We are trying not to create fear in our community. However, the situation last week was that the ratio of deaths per 100,000 of the population is greater in Northern Ireland, on a reporting basis, than in any other part of the United Kingdom. That creates fear in the community because the public begin to wonder whether the situation is worse here. One of your graphs shows that, as of 12 January, the number of swine flu cases is rising here but is falling elsewhere. Why is that happening? The peak flu period runs from October to the end of February. That is not to say that it is not present all the time, but that is the peak time, and we are coming towards the end of it. However, there are still another six weeks of opportunity for flu to spread. Why are our figures different from other regions of the United Kingdom?
Dr Harper:
The rate of increase in new cases of swine flu was only 2% in the past two weeks. That suggests that the trend is that the rate of increase has started to slow down. The flu season typically runs for six to eight weeks, but it is not a precise black-and-white issue. It varies from year to year, which is the normal pattern. We will continue to monitor that, and it may be that the virus is slightly different in various parts of the country. It differs slightly among certain regions in England, but there is no substantive material difference.

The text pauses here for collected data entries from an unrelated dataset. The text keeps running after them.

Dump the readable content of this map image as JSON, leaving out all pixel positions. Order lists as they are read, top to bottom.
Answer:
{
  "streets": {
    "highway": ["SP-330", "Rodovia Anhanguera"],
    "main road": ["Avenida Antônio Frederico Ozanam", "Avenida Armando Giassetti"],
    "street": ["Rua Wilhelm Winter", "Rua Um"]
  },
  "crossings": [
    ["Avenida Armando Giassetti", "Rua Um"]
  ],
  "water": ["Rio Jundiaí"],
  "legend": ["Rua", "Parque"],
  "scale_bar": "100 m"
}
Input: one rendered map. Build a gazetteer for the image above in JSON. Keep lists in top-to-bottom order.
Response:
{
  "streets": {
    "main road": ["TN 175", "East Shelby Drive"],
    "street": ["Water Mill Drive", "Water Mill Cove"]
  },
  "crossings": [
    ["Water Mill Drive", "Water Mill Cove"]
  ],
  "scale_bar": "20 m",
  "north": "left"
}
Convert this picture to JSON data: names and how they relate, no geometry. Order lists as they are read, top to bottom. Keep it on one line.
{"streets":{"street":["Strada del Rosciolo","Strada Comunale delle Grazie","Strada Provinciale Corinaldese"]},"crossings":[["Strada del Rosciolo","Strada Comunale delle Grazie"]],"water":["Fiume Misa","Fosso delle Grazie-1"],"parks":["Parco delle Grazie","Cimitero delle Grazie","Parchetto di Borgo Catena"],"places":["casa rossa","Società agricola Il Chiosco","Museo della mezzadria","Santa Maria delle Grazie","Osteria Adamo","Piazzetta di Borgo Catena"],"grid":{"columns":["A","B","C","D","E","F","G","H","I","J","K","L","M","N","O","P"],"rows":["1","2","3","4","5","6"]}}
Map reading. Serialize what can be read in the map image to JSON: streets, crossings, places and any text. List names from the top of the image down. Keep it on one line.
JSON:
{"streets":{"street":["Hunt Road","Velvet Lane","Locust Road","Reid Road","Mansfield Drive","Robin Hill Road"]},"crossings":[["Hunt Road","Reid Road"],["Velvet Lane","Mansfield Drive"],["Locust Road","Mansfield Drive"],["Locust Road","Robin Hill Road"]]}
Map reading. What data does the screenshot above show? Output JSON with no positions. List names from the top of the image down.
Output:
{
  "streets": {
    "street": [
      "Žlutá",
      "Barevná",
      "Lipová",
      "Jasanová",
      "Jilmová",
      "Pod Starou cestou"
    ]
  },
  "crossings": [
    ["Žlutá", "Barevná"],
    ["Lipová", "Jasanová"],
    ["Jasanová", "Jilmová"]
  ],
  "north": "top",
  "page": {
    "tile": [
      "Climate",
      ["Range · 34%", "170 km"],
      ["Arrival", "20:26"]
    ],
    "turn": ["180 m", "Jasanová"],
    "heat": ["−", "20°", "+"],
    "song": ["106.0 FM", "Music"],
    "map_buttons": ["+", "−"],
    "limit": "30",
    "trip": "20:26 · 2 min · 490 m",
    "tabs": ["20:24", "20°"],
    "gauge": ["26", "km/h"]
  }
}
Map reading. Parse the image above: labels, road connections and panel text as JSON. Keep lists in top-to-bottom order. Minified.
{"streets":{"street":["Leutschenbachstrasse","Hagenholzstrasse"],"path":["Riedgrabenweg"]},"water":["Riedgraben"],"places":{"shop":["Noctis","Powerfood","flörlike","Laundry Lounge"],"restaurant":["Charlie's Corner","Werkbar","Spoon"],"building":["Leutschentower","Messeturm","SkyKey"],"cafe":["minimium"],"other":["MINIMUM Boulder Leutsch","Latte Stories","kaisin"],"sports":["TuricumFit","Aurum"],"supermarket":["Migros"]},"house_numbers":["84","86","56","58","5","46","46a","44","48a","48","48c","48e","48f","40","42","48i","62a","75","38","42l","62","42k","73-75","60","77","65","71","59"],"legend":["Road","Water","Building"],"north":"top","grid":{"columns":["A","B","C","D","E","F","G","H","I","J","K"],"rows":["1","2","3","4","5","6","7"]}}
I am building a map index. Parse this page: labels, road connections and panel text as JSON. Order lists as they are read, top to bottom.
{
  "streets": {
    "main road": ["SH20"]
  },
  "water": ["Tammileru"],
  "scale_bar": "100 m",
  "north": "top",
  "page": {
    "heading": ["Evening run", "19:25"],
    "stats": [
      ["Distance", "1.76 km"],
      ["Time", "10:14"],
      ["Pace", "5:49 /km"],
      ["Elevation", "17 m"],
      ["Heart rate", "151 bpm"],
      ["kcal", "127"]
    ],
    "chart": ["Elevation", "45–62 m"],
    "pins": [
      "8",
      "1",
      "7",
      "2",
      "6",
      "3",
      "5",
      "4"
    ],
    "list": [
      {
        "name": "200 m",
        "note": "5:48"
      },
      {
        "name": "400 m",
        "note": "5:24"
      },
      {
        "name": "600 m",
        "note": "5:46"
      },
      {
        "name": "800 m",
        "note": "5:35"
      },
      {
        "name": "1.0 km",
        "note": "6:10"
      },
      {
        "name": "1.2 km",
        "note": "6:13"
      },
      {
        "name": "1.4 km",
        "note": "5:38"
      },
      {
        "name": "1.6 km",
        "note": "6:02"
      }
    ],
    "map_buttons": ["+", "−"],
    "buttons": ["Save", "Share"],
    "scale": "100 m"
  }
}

The death rate per population in the rest of the UK compared with here is back to the figure of 50. When that figure was published, the Health Protection Agency recognised it as an incomplete figure. The HPA was in the same situation as we were; the policy approach that was agreed in England and Northern Ireland was that normal procedures would be in place, and, therefore, the HPA did not have complete information. It will publish updated information in the next couple of days. Until we see that information, it is inappropriate to make comparisons between that figure of 50 and our numbers. All the other indicators that we reviewed with the HPA, such as consultation rates and overall patterns of the illness, are no different here from those in the rest of the UK.
The Chairperson:
Thank you very much, Dr Harper and Mr Compton, for the clarity of your information. I hope that, as last year, that trend will continue.